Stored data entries
━━━━
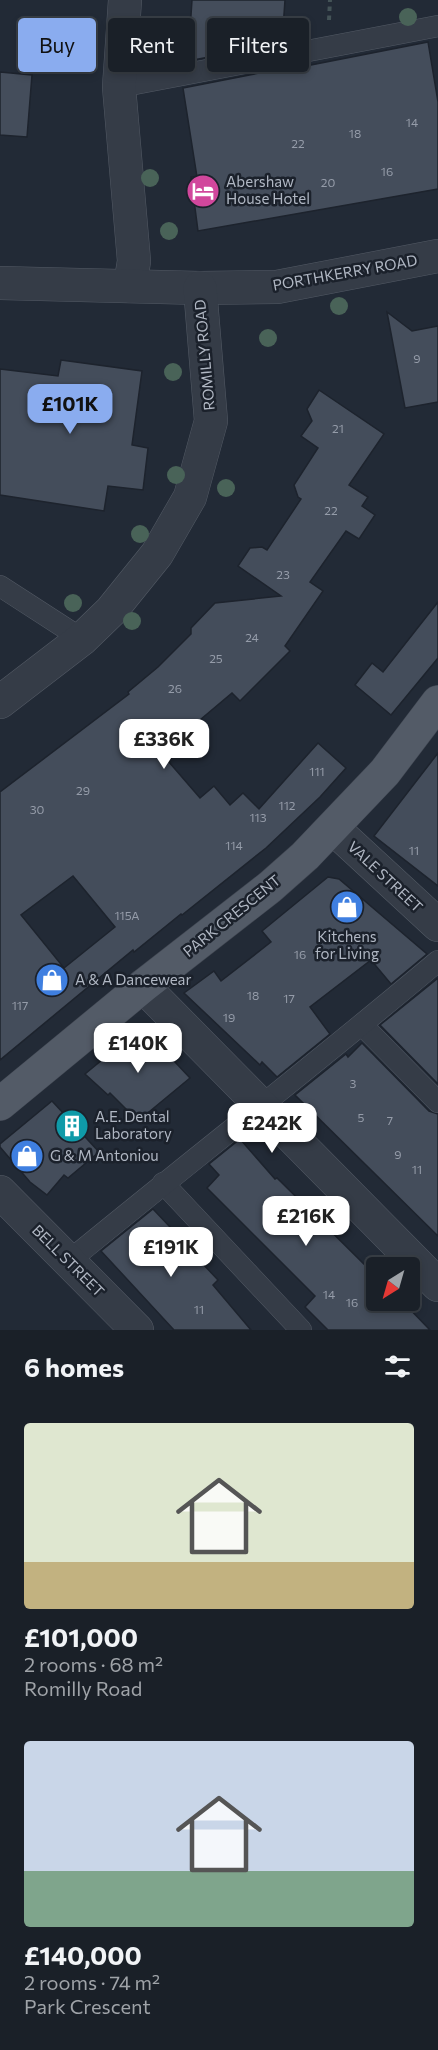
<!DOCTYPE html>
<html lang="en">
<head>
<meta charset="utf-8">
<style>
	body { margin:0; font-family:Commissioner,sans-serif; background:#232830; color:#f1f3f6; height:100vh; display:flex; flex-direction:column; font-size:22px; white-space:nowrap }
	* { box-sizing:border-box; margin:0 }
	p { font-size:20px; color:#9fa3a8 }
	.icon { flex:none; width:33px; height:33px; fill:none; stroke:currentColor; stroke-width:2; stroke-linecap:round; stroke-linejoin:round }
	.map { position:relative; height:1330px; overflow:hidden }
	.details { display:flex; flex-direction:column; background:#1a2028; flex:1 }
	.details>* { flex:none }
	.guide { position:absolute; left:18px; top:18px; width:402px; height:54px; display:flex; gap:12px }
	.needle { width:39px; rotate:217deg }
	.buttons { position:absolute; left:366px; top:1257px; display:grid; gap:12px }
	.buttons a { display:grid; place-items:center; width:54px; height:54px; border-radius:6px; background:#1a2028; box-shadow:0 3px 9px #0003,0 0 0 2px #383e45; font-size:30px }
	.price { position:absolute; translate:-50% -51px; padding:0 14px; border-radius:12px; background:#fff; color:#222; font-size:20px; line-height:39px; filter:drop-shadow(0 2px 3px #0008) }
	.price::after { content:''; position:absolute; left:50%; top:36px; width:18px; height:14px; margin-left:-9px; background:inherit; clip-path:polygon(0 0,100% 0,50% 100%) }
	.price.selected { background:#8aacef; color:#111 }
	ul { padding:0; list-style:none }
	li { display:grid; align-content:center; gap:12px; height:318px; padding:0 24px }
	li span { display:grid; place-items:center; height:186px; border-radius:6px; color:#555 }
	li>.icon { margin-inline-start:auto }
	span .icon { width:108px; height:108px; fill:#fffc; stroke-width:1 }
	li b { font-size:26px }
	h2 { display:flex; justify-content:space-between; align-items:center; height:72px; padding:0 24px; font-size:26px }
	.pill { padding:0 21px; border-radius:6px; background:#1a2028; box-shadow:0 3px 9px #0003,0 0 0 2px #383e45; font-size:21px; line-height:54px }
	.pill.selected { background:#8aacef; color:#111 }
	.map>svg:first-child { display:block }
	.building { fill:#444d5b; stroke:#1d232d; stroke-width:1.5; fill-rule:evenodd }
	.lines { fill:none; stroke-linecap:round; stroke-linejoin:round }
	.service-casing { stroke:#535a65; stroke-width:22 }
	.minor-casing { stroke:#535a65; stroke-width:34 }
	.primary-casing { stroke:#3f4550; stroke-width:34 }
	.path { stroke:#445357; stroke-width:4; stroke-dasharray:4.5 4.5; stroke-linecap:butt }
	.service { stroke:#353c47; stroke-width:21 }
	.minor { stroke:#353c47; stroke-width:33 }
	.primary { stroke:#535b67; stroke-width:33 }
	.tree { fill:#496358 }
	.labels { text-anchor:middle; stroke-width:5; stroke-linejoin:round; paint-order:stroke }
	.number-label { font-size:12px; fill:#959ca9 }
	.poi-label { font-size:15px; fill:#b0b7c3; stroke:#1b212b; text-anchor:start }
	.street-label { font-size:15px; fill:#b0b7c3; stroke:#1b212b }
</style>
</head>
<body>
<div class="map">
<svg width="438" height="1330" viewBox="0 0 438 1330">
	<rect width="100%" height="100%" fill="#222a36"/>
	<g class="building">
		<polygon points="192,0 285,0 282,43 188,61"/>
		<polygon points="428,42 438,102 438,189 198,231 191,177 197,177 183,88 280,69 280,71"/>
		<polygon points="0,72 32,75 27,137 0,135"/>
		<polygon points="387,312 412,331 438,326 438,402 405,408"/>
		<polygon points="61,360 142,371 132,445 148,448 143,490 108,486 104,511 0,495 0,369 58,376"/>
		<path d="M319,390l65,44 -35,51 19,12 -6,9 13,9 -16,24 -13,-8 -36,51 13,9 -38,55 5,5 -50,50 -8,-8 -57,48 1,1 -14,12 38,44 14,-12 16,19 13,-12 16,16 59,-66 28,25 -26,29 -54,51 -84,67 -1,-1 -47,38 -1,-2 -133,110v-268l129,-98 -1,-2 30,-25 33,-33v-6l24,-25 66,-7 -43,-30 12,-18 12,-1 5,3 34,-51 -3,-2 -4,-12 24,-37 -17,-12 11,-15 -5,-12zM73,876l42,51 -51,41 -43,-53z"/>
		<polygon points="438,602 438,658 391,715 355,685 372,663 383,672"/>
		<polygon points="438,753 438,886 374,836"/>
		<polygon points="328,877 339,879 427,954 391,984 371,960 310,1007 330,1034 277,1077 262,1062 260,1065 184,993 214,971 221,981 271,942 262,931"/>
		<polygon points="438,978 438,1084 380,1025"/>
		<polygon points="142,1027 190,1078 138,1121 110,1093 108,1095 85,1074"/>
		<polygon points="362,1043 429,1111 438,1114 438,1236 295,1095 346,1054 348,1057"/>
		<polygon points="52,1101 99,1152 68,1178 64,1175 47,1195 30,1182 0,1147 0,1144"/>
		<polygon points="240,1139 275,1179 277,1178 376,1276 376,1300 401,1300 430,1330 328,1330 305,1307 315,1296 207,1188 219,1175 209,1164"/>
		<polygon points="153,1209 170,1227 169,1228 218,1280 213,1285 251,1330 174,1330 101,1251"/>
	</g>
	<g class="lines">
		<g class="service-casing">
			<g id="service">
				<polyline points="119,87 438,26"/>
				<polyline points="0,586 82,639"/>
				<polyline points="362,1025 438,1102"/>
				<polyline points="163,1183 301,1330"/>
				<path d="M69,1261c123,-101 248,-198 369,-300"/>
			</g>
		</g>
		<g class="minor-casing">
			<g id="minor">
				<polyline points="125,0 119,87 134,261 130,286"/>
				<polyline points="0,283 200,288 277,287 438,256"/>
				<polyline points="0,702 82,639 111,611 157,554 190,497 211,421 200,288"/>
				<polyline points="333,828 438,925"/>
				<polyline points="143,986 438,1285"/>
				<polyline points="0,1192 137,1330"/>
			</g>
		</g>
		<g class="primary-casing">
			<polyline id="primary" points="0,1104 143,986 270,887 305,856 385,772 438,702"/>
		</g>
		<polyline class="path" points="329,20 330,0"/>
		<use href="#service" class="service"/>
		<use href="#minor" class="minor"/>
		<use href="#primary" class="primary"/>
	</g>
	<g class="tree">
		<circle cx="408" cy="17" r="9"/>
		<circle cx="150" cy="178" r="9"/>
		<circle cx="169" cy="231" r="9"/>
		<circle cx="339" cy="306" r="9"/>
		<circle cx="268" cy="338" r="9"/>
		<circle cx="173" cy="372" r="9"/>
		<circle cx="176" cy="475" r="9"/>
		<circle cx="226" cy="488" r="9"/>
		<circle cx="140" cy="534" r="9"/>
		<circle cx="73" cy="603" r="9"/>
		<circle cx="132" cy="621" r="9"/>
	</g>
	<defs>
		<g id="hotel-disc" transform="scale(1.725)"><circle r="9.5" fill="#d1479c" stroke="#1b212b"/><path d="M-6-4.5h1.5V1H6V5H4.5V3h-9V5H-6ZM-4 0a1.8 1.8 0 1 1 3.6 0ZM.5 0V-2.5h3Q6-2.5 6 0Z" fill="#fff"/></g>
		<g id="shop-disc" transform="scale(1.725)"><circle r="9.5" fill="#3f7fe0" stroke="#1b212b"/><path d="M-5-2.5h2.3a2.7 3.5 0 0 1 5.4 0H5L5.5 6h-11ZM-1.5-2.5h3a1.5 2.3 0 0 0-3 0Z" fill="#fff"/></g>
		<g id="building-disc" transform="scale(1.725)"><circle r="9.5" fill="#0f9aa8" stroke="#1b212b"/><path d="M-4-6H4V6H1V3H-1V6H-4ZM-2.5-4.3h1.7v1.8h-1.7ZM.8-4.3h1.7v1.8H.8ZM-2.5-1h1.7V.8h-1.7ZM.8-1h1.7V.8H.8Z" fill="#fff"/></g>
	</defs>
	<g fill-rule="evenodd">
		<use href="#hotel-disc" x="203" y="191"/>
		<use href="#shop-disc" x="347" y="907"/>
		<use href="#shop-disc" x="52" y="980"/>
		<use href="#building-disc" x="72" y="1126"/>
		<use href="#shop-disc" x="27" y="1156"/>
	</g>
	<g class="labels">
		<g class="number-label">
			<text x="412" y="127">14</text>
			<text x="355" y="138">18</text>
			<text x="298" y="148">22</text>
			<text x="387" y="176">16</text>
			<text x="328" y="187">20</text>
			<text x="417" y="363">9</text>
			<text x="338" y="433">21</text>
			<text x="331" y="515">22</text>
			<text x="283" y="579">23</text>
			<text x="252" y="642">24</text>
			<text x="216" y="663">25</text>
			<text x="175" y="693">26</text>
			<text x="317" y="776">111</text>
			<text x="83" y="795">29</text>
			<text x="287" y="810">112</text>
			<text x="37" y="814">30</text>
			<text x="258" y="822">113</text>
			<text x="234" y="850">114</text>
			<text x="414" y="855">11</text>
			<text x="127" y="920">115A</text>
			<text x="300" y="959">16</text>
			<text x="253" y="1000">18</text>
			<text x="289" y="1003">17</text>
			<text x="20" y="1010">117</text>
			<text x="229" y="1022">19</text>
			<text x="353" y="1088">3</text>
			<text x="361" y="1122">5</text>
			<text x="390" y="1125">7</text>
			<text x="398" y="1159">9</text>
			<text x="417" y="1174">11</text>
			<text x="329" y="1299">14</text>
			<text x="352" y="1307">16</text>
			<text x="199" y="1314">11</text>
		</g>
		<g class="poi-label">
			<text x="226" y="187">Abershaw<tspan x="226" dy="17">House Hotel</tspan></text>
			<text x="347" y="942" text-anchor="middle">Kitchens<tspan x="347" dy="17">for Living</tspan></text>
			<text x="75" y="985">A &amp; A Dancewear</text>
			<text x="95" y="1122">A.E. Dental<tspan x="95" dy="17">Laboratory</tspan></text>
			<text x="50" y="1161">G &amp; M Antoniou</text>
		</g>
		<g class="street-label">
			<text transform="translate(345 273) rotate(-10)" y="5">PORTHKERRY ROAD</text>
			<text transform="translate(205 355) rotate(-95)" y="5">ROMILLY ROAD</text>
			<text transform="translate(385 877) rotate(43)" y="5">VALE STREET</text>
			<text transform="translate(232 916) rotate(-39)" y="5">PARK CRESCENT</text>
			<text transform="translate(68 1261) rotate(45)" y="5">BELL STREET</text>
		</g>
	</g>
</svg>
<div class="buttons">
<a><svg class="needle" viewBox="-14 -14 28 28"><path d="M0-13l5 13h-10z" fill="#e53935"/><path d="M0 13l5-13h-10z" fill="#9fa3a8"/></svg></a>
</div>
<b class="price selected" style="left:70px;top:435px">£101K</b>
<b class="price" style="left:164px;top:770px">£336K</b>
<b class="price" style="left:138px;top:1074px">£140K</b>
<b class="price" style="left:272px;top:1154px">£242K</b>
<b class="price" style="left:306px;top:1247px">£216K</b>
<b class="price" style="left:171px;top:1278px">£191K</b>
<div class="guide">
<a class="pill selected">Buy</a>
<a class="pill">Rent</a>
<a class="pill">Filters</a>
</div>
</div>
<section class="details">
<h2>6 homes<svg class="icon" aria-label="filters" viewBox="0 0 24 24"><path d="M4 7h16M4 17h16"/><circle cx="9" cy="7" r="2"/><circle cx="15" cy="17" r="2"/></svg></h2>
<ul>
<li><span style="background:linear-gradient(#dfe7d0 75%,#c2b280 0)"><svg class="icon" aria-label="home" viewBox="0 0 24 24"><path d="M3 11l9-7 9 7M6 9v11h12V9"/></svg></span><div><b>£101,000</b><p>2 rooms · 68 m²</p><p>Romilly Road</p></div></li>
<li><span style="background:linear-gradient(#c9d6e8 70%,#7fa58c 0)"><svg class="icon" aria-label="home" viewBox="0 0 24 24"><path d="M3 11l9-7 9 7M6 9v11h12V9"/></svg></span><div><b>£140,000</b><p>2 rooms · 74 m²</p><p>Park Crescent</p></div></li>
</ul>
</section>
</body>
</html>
━━━━
▶ Exercise details: Would you print exactly, and only, the lines of the data above from the line with "position:absolute; left:18px; top:18px;" through the line with "position:absolute; translate:-50% -51px;", inclusive?

▶ Solution below:
	.guide { position:absolute; left:18px; top:18px; width:402px; height:54px; display:flex; gap:12px }
	.needle { width:39px; rotate:217deg }
	.buttons { position:absolute; left:366px; top:1257px; display:grid; gap:12px }
	.buttons a { display:grid; place-items:center; width:54px; height:54px; border-radius:6px; background:#1a2028; box-shadow:0 3px 9px #0003,0 0 0 2px #383e45; font-size:30px }
	.price { position:absolute; translate:-50% -51px; padding:0 14px; border-radius:12px; background:#fff; color:#222; font-size:20px; line-height:39px; filter:drop-shadow(0 2px 3px #0008) }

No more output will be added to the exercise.